Little by little the Ramblas and the whole area started to fill up during the day. People came from all directions, all kinds of people, speaking all kinds of language. The day was beautiful, the sky was blue, there are no clouds in sight and it got hotter by the minute. It began to look like Barcelona again.

“It’s important not to show fear, that’s what (the terrorists) want”, says Emily, an 18-year-old from Dresden, in Germany, who landed yesterday at Barcelona airport with her mother a few minutes after the attack. She says people were checking their phones while still on the plane and then one girl said aloud there’d been a terrorist attack in Barcelona. “It’s important to come here (to Plaça Catalunya) at this time”, says her mother, Anna, 42, both of them sitting on a low wall at the square.

Next to them, where the Ramblas begins, people once again filled the boulevard full of shops and hotels, which many locals also see as a symbol of how tourism has gone wrong in Barcelona. But Catalans, Spaniards from elsewhere and foreigners mingled happily, feeling united against a common enemy. Many left flowers and lit candles at the feet of a big ornamental lamppost on top of the Ramblas, many others did the same next to the famous Canaletes fountain a little down the promenade. 

“We the people have to respond to this by getting out and taking the streets”, says Albert Roca, a 54 year old publicist, who’s decided to come against the wishes of his girlfriend, who told him he was crazy. “I took a picture of the Ramblas and sent it to her and wrote, ‘Look how many crazy people there are’.”

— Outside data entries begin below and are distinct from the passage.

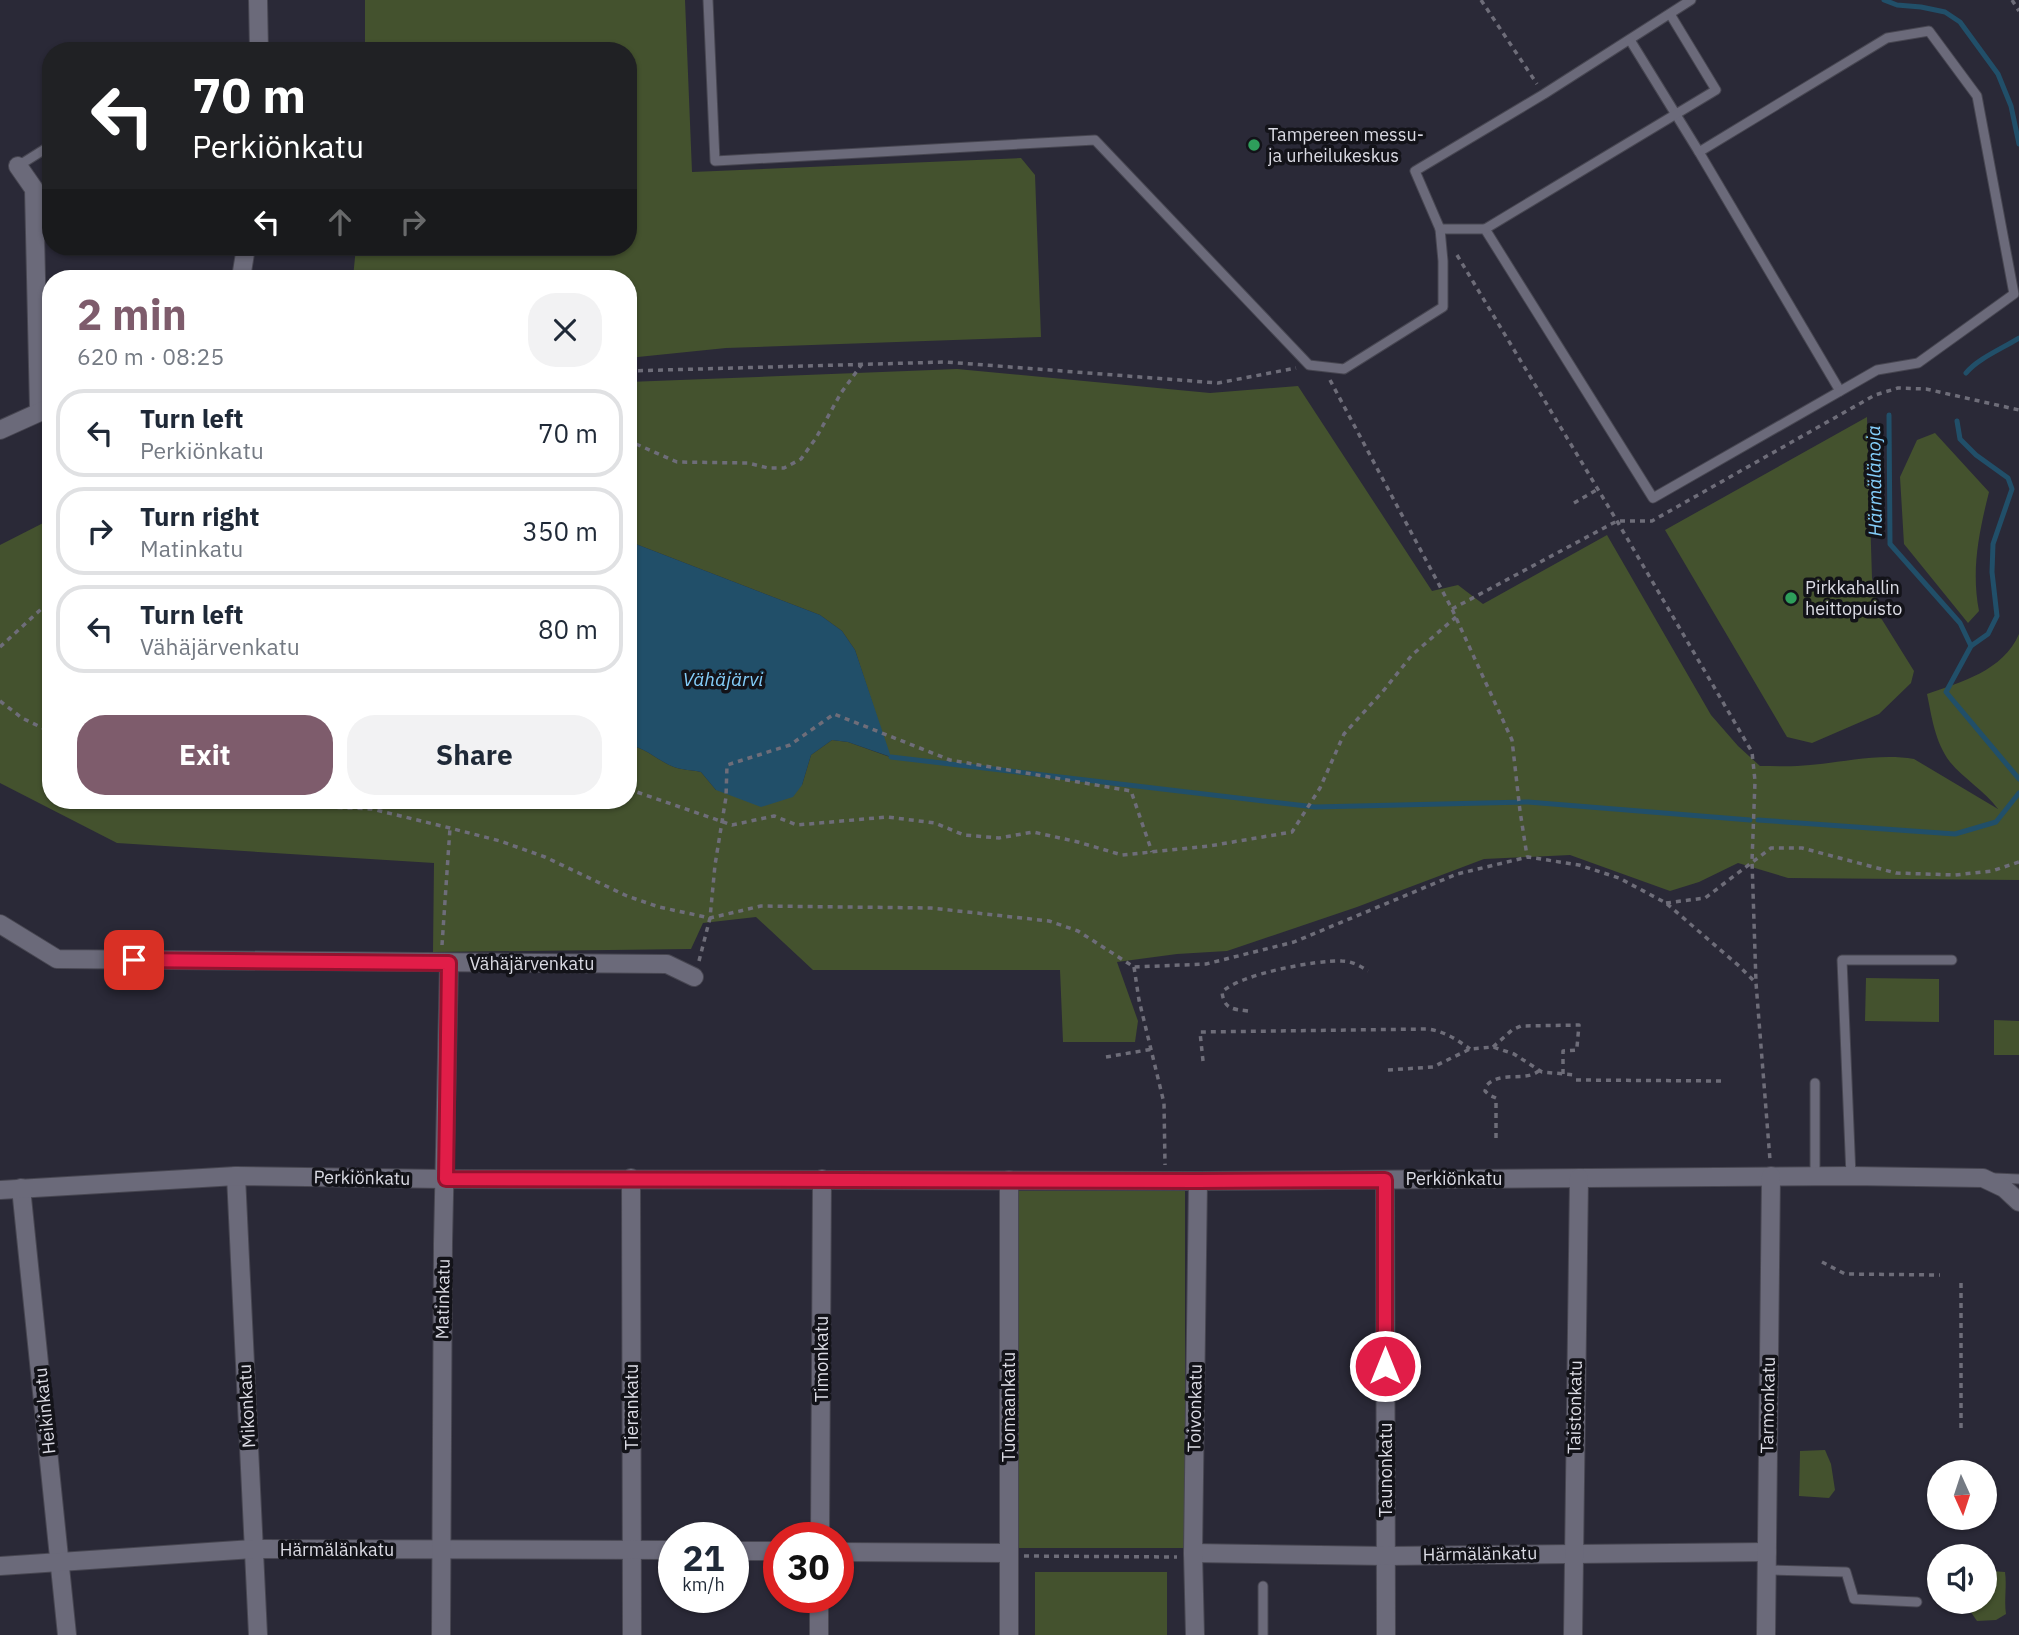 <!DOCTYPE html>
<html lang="en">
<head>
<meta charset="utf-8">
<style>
	:root { --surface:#fff; --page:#f2f2f3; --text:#1f2937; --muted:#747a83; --line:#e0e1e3; --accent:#7e5c6c }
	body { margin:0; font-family:"IBM Plex Sans",sans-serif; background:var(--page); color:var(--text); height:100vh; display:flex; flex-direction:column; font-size:26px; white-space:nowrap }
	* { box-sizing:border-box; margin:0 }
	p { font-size:23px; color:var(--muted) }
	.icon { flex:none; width:38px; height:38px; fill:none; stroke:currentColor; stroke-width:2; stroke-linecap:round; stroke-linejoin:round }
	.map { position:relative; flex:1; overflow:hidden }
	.panel { position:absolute; left:42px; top:270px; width:595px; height:539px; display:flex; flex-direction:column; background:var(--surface); border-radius:28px; box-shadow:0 2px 5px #0004 }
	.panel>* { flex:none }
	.guide { position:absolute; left:42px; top:42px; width:595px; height:214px; border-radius:28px; box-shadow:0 2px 5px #0004; background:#202124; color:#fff; overflow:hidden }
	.needle { width:46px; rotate:177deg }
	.tools { position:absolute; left:1927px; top:1460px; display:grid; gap:14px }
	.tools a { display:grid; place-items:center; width:70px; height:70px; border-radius:50%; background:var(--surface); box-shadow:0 2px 5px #0004; font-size:35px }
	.speed { position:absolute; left:658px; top:1522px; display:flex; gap:14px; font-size:35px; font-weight:700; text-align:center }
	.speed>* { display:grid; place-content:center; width:91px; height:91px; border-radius:50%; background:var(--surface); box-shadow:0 2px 5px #0004; line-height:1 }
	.speed small { font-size:18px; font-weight:400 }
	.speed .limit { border:10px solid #d22; background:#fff; color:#111 }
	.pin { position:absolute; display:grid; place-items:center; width:60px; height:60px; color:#fff; margin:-30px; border-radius:14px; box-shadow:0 4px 10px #0006 }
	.me { position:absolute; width:77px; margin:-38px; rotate:0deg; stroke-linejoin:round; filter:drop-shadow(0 0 5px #0008) }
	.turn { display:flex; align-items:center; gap:24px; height:147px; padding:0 35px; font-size:32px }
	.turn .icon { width:91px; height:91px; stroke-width:2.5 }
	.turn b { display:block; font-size:49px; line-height:60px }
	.lanes { display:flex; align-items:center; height:66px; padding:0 35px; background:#0003; justify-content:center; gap:35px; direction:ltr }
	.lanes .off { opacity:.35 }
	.round { display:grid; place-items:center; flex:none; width:74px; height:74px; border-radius:28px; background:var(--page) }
	.summary { display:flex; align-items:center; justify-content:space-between; height:119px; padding:0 35px }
	h1 { font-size:42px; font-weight:700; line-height:52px; color:var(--accent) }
	.primary-button { display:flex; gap:14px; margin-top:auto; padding:14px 35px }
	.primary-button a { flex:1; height:80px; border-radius:28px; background:var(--accent); color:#fff; font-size:28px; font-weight:700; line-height:80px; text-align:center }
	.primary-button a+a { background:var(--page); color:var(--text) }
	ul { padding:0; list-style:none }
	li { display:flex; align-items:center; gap:21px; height:88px; margin:0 14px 10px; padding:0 21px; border:4px solid var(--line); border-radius:28px }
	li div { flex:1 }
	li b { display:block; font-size:26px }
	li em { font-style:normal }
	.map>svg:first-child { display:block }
	.green { fill:#44522e }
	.water { fill:#214f69 }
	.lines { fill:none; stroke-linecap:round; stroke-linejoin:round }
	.stream { stroke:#214f69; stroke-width:5 }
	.lane-casing { stroke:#474651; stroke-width:11 }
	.street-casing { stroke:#474651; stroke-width:20 }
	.path { stroke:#6e6d79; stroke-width:3.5; stroke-dasharray:5 5; stroke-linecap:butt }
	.lane { stroke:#6b6a7a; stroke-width:9 }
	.street { stroke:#6b6a7a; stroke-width:18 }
	.route-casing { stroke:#92132f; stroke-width:18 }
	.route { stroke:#e11d48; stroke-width:12 }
	.leisure-dot { fill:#2e9e5b; stroke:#131319; stroke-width:2.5 }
	.labels { text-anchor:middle; stroke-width:7; stroke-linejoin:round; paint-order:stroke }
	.poi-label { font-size:18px; fill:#dbdbe4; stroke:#131319; text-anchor:start }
	.street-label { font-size:18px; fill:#dbdbe4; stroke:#131319 }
	.water-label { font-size:19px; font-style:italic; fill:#84cefa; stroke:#131319 }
</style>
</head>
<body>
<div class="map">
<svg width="2019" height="1635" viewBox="0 0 2019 1635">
	<rect width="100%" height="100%" fill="#2a2937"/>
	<!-- green -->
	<g class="green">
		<path d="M365,0H685L692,172L1021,158L1035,175L1041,337L726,348L628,358V278H353L356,247H628V51H365Z"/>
		<path d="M957,369L1210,393L1298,386L1432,591L1458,585L1483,604L1607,535L1711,715L1738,746L1760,766C1776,766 1793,767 1810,765C1845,762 1879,753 1914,759L1998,809C1985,791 1964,779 1950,762C1935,742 1932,718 1927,694C1961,682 2003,671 2019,634V880L1788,878L1738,863L1699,882L1670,891L1570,855L1484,859L1357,907L1227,951L1177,954L1117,962L1138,1021L1135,1042H1063L1060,970H813L756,917L703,923L691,949L433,952L434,863L117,843L0,783V545L51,519V800H628V745C645,747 658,761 674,767C682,770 692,770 701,772L716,790L802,785L811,755L832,740L848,742L890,757L855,650L842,631L820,615L628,541V382Z"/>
		<path d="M1867,417L1872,578L1881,618L1914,671L1911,683L1879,714L1812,743L1787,737L1665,530Z"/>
		<path d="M1935,433L1989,492C1979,532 1971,570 1979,611L1968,623L1904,544L1900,477L1917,440Z"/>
		<path d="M1866,978L1939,979V1022L1865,1021Z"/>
		<path d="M1994,1020L2019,1021V1055H1994Z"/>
		<rect x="1016" y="1191" width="169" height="357"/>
		<path d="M1825,1450L1831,1464L1835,1490L1829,1498L1799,1496L1800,1451Z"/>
		<path d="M1991,1571L2005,1572C2007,1586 2004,1599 2006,1614L1996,1620L1977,1621L1968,1608V1601H1984L1985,1584L1990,1583Z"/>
		<rect x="1035" y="1572" width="132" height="63"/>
	</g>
	<!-- water -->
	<path class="water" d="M628,541L820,615L842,631L855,650L891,757L848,742L832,740L811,755L802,785L793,797L761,807L716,790L701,772C692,770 682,770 674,767C658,761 645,747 628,745Z"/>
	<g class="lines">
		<!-- stream -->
		<g class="stream">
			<path d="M1884,0L1897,5L1921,7L1945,12L1960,22L1998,74L2011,106L2019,144"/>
			<path d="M1966,373C1977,359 2003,348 2019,338"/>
			<path d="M1889,415L1890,544L1960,623L1971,646L1946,692L2019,779"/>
			<path d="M1957,421L1960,439L1976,455L2008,478L2012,489L1993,544L1992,572L1997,616L1988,634L1971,646"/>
			<path d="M891,757L1315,807L1528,802L1750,820"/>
			<path d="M1758,820L1955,834L1996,822L2019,793"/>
		</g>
		<!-- lane casing -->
		<g class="lane-casing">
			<g id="lane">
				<path d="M708,0L715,161L1095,140L1309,365L1344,369L1443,307V261L1440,229L1415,171L1544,94L1691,0"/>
				<path d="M1699,152L1840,391"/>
				<path d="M18,166L45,149L51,148"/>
				<path d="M1440,229H1485L1653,498L1877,370L1918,363L2014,294L1977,96L1929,31L1887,38L1699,152L1630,40"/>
				<path d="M1485,229L1716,90L1670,14"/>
				<path d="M1815,1176V1083"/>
				<path d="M1851,1176L1842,960H1952"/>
				<path d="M1995,1178L2019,1179"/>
				<path d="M1767,1570L1846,1572L1854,1599L1917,1602"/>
				<path d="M1263,1635V1586"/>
			</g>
		</g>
		<!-- street casing -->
		<g class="street-casing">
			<g id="street">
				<path d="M258,0L259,51"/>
				<path d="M18,166L34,189L39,410"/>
				<path d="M241,278L246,247"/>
				<path d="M0,430L51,407"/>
				<path d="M0,924L57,959L667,964L694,977"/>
				<path d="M236,1176L258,1635"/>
				<path d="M631,1178L632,1635"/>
				<path d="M1385,1180L1386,1635"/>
				<path d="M21,1188L67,1635"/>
				<path d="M0,1190L236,1176L445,1179L1198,1181L1851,1176L1983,1178L2004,1188L2019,1202"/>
				<path d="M820,1538L822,1179"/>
				<path d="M733,1551H779"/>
				<path d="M838,1552L1008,1553"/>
				<path d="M1193,1553L1386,1556L1767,1552"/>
				<path d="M0,1566L253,1549L674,1550"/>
				<path d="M441,1635L443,1243L449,963"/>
				<path d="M819,1635V1598"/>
				<path d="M1009,1635V1180"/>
				<path d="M1195,1635L1193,1553L1198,1181"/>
				<path d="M1573,1635L1579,1178"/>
				<path d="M1766,1635L1771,1176"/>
			</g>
		</g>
		<!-- path -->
		<g class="path">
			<path d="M1481,0L1537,84"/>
			<path d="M2012,0L2019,11"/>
			<path d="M1457,255L1617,521L1752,752L1755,781L1752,861L1756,983L1770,1160"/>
			<path d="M628,371L946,362L1218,383L1296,368"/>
			<path d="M1330,380L1452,609L1512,740L1520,811L1527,856"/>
			<path d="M636,444L677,462L748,463L768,468H784L801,459L816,438L841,393L862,364"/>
			<path d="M1574,503L1598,489"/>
			<path d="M1452,609L1617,521H1652L1875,395L1898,388L1926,389L2019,410"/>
			<path d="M0,647L51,600"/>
			<path d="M0,701L22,718L51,732"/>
			<path d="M628,789L732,825L774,816L797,825L887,817L935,823L964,835L999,838L1033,832L1078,842L1122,855L1209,846L1292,832L1320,788L1344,734L1384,690L1412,655L1456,617"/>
			<path d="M238,800L261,804L372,809L450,828L500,841L545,857L627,896L659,907L710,918L761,906L931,908L1049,921L1078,931L1134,967L1206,964L1294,942L1457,874L1528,857L1579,865L1619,878L1666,903L1739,966L1756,983"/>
			<path d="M1666,903L1705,898L1771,848H1802L1896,873L1955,875L1992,871L2019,862"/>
			<path d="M442,945L450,828"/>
			<path d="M699,961L710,918L715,865L726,797L727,765L790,745L834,714L950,760L1131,791L1152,852"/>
			<path d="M1134,967L1139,1000L1164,1103L1165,1165"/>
			<path d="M1248,1011C1232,1009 1224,1009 1222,992C1240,974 1316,960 1342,961C1352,961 1360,966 1368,971"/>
			<path d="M1493,1047L1512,1030L1521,1026L1579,1025L1577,1047"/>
			<path d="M1106,1057L1153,1049"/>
			<path d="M1203,1061L1200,1032L1427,1029C1444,1031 1456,1039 1470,1049"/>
			<path d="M1388,1070L1433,1067L1470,1049L1493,1047L1514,1054L1542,1072L1576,1075"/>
			<path d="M1563,1074V1051L1577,1050"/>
			<path d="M1576,1080L1722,1081"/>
			<path d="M1496,1138V1098L1489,1095L1485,1091L1487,1085C1502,1070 1525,1083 1540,1070"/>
			<path d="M1822,1262L1845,1274L1940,1275"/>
			<path d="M1961,1428V1278"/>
			<path d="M1024,1556L1177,1557"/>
		</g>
		<!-- lane -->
		<use href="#lane" class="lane"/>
		<!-- street -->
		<use href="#street" class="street"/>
	</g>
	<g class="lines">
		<!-- route casing -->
		<g class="route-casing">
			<path id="route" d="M134,960L449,963L446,1179L1198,1181L1385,1180V1366"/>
		</g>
		<!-- route -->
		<use href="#route" class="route"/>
	</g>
	<!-- markers -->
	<g class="leisure-dot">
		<circle cx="1254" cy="145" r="7"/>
		<circle cx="1791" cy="598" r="7"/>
	</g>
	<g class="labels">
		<!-- poi labels -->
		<g class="poi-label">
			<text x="1268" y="141">Tampereen messu-<tspan x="1268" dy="21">ja urheilukeskus</tspan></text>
			<text x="1805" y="594">Pirkkahallin<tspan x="1805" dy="21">heittopuisto</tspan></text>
		</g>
		<!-- street labels -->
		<g class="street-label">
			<text x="532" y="970">Vähäjärvenkatu</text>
			<text transform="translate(362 1178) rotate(1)" y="6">Perkiönkatu</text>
			<text x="1454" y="1185">Perkiönkatu</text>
			<text transform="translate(443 1299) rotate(-89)" y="6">Matinkatu</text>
			<text transform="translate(822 1359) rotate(-90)" y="6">Timonkatu</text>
			<text transform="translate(1768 1405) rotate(-89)" y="6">Tarmonkatu</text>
			<text transform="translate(247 1406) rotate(-93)" y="6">Mikonkatu</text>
			<text transform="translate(632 1407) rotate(-90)" y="6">Tierankatu</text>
			<text transform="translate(1009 1407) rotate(-90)" y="6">Tuomaankatu</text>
			<text transform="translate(1575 1407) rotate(-89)" y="6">Taistonkatu</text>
			<text transform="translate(1195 1408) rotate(-89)" y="6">Toivonkatu</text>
			<text transform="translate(45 1411) rotate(-96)" y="6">Heikinkatu</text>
			<text transform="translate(1386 1470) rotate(-90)" y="6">Taunonkatu</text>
			<text x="337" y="1556">Härmälänkatu</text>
			<text transform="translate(1480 1554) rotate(-1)" y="6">Härmälänkatu</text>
		</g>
		<!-- water labels -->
		<g class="water-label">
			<text transform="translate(1874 481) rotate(-91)" y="7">Härmälänoja</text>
			<text x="723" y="686">Vähäjärvi</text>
		</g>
	</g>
</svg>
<div class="tools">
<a><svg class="needle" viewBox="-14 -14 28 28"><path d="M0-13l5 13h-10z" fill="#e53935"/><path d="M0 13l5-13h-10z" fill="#747a83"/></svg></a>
<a><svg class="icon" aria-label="sound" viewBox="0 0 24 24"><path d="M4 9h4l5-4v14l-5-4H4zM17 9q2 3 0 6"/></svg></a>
</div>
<div class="speed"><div>21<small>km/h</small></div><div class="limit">30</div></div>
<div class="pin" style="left:134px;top:960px;background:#d93025"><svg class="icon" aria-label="arrive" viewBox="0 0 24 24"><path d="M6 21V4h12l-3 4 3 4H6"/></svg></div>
<svg class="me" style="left:1385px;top:1366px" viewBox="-20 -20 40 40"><circle r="17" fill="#e11d48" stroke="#fff" stroke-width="3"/><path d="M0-11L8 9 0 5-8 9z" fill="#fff"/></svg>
<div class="guide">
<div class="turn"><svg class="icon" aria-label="left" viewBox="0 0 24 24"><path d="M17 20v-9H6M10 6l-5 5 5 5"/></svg><div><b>70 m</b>Perkiönkatu</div></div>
<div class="lanes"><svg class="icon" aria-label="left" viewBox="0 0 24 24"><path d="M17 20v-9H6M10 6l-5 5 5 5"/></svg><svg class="icon off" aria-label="ahead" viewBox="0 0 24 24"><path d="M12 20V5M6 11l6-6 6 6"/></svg><svg class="icon off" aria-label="right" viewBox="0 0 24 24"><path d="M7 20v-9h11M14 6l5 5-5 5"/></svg></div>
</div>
<section class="panel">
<div class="summary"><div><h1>2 min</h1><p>620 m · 08:25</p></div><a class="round"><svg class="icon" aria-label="close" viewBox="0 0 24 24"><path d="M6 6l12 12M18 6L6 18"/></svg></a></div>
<ul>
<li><svg class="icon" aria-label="left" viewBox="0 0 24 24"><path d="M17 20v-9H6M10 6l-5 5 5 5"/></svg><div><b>Turn left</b><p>Perkiönkatu</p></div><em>70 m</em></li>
<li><svg class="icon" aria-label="right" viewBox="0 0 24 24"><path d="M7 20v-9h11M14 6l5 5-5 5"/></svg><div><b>Turn right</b><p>Matinkatu</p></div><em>350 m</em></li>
<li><svg class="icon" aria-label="left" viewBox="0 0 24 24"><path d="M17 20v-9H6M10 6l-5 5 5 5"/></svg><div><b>Turn left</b><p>Vähäjärvenkatu</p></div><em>80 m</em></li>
</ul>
<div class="primary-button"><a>Exit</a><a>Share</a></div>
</section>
</div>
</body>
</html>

Just before noon the Mayor of Barcelona Ada Colau visited the Plaça Catalunya with her retinue. She is a very popular figure who comes from civil society in a country where many citizens don’t feel properly represented by traditional politicians. Many people followed her carrying roses, a symbol of Barcelona, while they made their way into the square.

Shortly after, around 100,000 people packed Plaça Catalunya and its adjacent streets for a minute of silence begins for the victims. Only the flapping of pigeon’s wings overhead can be heard. And then an applause and a loud chant break the silence: “I am not afraid! I am not afraid!”, sang the people in Catalan.

Along with Colau in the centre of the square there was Carles Puigdemont, the head of the Catalan regional government and leader of the independence movement that has called for a referendum on 1 October, and along side them, King Felipe as the head of State, and Mariano Rajoy, the Prime Minister of Spain and a bitter political rival of Puigdemont. Seeing them standing together presents an image that until yesterday afternoon would’ve seemed impossible.

Very slowly people start emptying the square, where many still remain singing defiantly. “The attacks yesterday were a disgrace”, says a doorman just outside the city centre as Barcelona began returning to normality, “but we are going to carry on, what else can we do?”